__Problem to work on__: What is needed is the run of lines from the one with "trace(street, '#c4c6bf', 1);" through the close of the data, set down exactly.

__Material for this task__:
::::

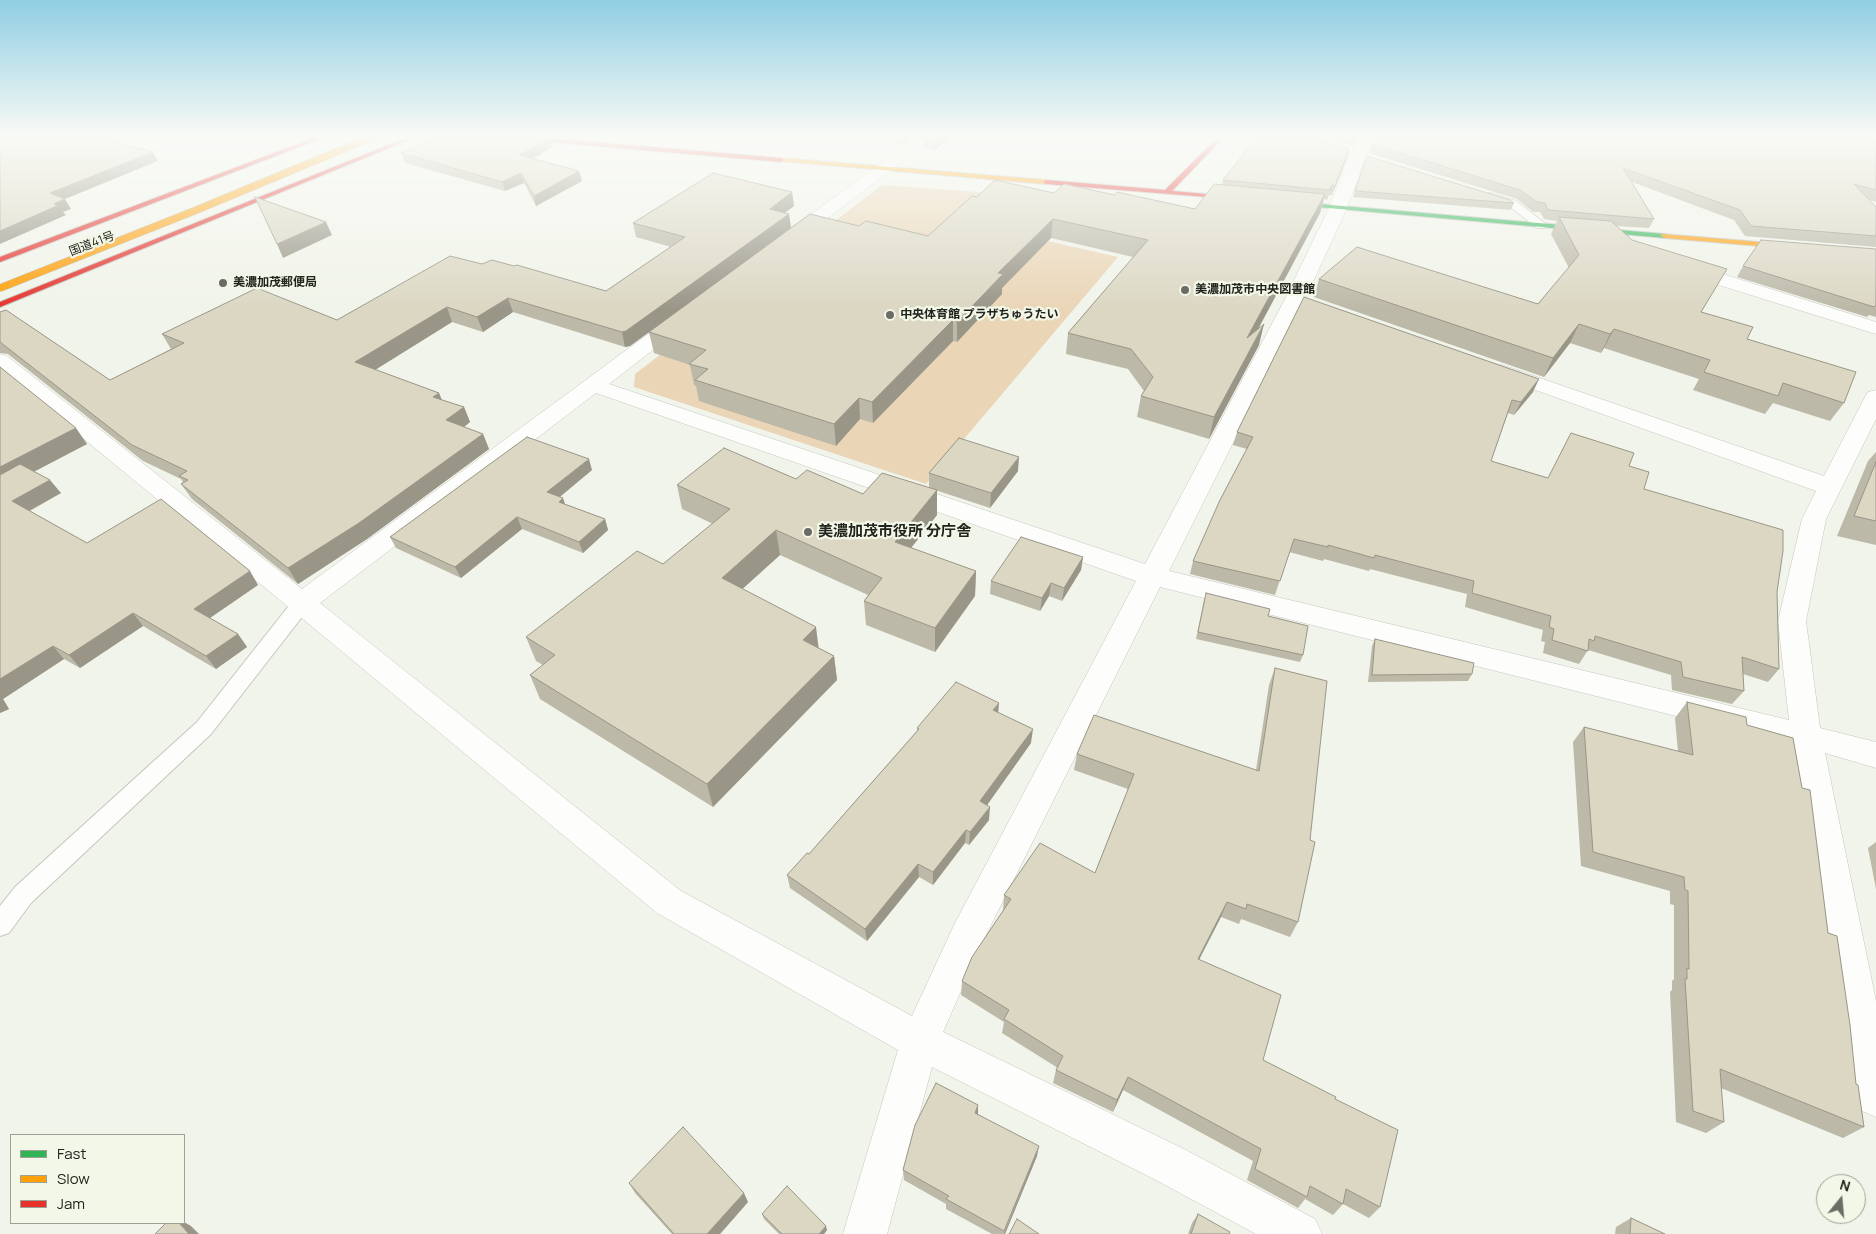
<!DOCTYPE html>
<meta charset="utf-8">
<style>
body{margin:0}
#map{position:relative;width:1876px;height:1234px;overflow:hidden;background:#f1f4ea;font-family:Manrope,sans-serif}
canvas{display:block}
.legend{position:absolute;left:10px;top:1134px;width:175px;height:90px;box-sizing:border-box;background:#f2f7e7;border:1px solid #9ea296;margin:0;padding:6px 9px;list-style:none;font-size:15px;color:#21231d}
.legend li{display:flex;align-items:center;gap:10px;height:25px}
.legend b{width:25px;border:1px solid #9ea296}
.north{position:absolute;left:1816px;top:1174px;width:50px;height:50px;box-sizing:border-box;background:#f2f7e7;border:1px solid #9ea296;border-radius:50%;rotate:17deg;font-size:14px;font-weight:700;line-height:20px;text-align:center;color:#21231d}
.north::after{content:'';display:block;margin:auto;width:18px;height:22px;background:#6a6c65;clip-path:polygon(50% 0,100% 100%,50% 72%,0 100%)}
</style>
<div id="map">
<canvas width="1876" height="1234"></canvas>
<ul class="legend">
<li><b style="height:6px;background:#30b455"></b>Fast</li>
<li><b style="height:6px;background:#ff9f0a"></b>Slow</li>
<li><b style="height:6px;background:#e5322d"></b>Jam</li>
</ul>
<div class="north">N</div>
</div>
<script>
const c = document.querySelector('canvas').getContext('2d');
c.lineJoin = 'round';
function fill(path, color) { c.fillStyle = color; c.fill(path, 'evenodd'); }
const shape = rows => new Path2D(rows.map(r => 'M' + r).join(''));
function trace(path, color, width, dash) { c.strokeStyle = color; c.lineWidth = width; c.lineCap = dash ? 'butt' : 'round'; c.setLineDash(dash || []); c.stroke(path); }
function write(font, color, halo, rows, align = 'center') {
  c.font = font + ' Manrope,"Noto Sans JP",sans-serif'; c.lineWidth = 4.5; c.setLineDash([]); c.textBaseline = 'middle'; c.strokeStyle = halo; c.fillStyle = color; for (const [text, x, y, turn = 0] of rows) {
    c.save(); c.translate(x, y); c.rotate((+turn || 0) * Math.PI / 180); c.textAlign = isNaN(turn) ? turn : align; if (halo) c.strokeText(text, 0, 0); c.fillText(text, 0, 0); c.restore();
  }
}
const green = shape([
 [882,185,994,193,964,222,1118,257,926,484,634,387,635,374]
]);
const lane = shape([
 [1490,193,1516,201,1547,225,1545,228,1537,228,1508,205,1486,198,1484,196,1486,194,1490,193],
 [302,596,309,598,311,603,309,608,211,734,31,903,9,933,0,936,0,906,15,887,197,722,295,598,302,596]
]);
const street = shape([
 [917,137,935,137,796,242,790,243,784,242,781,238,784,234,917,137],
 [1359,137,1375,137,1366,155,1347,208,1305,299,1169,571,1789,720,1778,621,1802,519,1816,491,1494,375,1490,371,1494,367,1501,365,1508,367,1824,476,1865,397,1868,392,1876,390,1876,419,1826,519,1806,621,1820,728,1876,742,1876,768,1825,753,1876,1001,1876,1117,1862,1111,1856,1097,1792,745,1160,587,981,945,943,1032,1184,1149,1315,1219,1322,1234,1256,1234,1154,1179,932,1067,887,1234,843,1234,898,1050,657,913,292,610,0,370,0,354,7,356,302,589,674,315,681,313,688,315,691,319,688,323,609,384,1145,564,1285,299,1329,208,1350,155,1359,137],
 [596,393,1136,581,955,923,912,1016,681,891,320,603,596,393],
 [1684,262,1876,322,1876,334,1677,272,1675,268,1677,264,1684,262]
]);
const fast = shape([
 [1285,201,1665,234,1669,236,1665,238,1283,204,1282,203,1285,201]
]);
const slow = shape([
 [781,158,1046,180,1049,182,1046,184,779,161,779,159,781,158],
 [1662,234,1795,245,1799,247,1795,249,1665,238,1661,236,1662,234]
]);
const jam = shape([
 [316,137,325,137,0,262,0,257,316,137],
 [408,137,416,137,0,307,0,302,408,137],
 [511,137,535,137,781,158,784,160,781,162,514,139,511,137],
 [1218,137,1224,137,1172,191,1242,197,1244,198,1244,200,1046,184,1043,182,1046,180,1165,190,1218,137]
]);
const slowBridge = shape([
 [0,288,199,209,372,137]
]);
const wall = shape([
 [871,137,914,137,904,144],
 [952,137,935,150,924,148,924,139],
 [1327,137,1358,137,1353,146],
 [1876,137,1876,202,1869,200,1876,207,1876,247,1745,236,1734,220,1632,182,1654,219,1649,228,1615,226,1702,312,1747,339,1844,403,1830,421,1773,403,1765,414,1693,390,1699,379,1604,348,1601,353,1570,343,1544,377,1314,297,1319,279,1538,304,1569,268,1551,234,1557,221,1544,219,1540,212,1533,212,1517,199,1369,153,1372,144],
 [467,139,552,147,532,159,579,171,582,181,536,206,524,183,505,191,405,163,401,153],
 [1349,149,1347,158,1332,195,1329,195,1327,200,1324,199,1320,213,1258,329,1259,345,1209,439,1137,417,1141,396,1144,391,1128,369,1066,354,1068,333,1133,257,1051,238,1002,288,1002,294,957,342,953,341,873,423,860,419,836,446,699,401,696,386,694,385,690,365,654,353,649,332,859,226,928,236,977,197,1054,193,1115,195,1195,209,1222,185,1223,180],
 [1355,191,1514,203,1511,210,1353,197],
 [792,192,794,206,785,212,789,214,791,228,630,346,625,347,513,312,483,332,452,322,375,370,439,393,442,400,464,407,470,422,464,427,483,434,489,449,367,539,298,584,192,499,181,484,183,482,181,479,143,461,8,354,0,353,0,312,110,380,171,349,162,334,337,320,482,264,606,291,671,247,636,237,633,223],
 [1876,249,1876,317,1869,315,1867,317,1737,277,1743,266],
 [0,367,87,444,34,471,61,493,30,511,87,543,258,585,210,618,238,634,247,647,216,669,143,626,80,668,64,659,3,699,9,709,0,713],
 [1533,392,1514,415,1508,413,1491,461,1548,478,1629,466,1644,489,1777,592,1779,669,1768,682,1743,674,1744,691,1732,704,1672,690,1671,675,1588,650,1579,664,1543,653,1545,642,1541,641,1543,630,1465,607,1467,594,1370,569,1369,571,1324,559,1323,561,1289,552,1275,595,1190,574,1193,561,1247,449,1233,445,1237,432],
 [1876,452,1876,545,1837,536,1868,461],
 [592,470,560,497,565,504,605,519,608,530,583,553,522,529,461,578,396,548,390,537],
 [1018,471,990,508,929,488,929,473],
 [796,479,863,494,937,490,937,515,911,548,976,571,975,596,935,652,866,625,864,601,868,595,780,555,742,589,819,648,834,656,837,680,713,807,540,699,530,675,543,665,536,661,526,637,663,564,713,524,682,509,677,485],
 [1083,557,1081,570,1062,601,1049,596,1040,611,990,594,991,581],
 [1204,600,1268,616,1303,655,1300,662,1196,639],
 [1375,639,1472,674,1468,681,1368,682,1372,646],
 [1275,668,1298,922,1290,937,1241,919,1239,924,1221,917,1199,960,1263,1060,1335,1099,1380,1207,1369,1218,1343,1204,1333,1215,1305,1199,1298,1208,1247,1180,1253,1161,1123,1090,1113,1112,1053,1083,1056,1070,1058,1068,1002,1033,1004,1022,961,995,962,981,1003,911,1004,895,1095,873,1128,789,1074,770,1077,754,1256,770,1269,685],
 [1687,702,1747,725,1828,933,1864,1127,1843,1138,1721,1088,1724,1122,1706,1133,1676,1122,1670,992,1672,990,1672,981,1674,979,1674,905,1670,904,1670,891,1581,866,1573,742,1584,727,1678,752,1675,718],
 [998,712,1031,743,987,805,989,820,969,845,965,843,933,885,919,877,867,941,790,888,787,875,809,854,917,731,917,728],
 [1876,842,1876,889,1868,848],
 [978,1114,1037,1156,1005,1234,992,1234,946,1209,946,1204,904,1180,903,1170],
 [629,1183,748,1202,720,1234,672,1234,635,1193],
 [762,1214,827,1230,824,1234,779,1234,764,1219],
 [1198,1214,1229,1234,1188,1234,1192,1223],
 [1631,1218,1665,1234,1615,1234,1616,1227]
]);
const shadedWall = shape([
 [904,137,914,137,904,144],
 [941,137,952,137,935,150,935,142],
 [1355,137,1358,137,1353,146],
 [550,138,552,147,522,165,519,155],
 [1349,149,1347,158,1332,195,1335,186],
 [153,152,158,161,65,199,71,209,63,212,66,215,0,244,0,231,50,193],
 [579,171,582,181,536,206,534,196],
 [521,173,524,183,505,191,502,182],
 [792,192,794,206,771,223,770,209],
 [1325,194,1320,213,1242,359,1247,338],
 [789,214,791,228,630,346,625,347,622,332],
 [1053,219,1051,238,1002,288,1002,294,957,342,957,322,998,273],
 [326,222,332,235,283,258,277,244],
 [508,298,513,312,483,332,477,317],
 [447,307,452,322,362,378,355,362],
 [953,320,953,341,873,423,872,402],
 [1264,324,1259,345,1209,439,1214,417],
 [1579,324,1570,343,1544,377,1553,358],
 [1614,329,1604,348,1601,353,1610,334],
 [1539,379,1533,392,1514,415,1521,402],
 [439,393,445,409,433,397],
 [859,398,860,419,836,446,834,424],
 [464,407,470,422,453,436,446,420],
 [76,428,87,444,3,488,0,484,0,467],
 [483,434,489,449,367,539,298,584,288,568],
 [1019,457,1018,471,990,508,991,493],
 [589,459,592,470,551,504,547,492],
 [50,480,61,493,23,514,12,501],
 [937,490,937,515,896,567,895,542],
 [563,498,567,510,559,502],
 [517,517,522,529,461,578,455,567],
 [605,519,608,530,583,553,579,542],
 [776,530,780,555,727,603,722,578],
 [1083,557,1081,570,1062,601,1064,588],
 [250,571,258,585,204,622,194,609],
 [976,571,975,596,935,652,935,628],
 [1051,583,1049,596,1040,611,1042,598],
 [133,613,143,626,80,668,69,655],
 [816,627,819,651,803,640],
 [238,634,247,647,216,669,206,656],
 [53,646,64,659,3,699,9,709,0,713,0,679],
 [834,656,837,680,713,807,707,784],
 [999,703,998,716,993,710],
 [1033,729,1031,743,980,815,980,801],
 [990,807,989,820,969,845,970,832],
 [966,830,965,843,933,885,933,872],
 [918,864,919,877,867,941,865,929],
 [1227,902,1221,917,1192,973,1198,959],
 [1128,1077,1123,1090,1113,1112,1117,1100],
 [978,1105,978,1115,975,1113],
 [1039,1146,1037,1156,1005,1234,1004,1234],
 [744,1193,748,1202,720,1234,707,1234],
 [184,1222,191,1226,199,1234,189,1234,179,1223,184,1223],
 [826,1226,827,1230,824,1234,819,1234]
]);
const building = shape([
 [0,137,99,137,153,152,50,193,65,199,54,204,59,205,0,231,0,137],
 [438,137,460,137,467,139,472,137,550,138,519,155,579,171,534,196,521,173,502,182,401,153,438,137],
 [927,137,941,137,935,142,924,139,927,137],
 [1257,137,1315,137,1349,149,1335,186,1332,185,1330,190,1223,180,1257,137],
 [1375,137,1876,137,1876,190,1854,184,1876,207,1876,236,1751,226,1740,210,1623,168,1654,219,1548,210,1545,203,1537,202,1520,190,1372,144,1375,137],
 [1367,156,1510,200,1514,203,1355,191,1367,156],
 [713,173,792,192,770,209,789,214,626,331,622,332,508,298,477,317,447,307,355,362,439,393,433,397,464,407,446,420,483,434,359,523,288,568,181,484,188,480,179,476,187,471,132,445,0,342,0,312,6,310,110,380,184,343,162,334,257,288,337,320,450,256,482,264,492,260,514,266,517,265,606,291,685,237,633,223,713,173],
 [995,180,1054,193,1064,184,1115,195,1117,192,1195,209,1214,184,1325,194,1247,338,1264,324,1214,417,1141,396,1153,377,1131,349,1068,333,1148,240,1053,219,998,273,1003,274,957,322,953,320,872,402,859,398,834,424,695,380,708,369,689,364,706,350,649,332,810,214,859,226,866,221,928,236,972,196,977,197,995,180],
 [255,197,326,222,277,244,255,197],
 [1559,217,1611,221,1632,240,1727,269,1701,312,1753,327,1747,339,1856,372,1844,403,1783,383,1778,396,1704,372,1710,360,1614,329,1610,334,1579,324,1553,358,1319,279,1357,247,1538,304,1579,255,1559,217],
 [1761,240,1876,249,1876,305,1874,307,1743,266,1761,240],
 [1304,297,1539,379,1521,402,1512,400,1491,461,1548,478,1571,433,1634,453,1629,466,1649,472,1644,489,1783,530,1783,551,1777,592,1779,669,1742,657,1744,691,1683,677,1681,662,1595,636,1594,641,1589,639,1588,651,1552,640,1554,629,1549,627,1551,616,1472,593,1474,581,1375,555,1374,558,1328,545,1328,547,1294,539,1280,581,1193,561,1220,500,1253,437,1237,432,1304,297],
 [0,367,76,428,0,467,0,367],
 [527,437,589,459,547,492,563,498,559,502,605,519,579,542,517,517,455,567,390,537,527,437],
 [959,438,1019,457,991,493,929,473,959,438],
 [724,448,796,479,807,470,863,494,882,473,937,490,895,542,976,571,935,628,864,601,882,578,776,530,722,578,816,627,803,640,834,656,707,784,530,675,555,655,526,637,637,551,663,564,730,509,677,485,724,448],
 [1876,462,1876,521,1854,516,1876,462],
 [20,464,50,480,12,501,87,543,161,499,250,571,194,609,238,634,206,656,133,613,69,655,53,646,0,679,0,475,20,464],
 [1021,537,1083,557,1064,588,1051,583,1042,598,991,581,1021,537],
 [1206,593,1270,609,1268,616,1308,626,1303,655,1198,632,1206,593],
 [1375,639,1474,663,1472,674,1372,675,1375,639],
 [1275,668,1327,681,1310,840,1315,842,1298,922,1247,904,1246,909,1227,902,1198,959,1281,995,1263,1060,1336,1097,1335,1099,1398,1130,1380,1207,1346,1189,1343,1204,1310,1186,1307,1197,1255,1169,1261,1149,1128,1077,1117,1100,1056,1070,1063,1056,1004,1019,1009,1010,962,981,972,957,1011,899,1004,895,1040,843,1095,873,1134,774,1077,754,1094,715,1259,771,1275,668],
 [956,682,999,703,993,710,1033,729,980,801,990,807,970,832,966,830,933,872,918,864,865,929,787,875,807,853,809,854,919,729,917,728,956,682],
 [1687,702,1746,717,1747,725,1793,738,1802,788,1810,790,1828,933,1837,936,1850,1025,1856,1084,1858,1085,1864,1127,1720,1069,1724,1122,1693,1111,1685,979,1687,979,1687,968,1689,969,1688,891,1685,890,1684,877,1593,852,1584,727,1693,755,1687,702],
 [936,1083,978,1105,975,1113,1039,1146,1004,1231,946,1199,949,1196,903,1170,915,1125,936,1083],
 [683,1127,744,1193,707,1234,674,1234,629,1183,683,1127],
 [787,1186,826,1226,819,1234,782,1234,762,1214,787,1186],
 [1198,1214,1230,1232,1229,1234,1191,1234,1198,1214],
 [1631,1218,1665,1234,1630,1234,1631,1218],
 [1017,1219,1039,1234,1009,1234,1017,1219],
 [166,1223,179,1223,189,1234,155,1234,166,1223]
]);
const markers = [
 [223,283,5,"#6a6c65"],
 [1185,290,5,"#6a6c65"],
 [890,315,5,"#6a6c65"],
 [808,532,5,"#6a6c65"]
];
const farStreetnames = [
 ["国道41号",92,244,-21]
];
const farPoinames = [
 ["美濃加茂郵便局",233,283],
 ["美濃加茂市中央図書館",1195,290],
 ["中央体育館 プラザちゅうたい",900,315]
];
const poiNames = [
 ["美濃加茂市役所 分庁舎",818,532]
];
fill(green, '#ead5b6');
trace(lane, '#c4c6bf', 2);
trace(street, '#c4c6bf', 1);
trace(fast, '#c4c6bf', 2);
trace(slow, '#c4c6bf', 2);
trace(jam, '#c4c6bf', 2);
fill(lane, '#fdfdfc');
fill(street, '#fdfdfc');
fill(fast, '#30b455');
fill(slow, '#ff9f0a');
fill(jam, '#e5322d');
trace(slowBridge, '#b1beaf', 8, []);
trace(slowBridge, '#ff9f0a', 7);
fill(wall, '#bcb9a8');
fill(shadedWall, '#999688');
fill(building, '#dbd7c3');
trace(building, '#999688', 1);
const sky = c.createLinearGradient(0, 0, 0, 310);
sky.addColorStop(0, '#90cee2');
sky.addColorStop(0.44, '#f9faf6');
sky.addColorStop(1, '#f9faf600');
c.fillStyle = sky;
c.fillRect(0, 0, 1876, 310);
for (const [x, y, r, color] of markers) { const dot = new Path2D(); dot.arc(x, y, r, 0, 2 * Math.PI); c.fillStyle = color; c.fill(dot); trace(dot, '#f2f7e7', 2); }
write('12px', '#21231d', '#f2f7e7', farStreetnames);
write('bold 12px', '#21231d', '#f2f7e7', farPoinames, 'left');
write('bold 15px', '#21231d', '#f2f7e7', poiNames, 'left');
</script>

::::

__Response below__:
trace(street, '#c4c6bf', 1);
trace(fast, '#c4c6bf', 2);
trace(slow, '#c4c6bf', 2);
trace(jam, '#c4c6bf', 2);
fill(lane, '#fdfdfc');
fill(street, '#fdfdfc');
fill(fast, '#30b455');
fill(slow, '#ff9f0a');
fill(jam, '#e5322d');
trace(slowBridge, '#b1beaf', 8, []);
trace(slowBridge, '#ff9f0a', 7);
fill(wall, '#bcb9a8');
fill(shadedWall, '#999688');
fill(building, '#dbd7c3');
trace(building, '#999688', 1);
const sky = c.createLinearGradient(0, 0, 0, 310);
sky.addColorStop(0, '#90cee2');
sky.addColorStop(0.44, '#f9faf6');
sky.addColorStop(1, '#f9faf600');
c.fillStyle = sky;
c.fillRect(0, 0, 1876, 310);
for (const [x, y, r, color] of markers) { const dot = new Path2D(); dot.arc(x, y, r, 0, 2 * Math.PI); c.fillStyle = color; c.fill(dot); trace(dot, '#f2f7e7', 2); }
write('12px', '#21231d', '#f2f7e7', farStreetnames);
write('bold 12px', '#21231d', '#f2f7e7', farPoinames, 'left');
write('bold 15px', '#21231d', '#f2f7e7', poiNames, 'left');
</script>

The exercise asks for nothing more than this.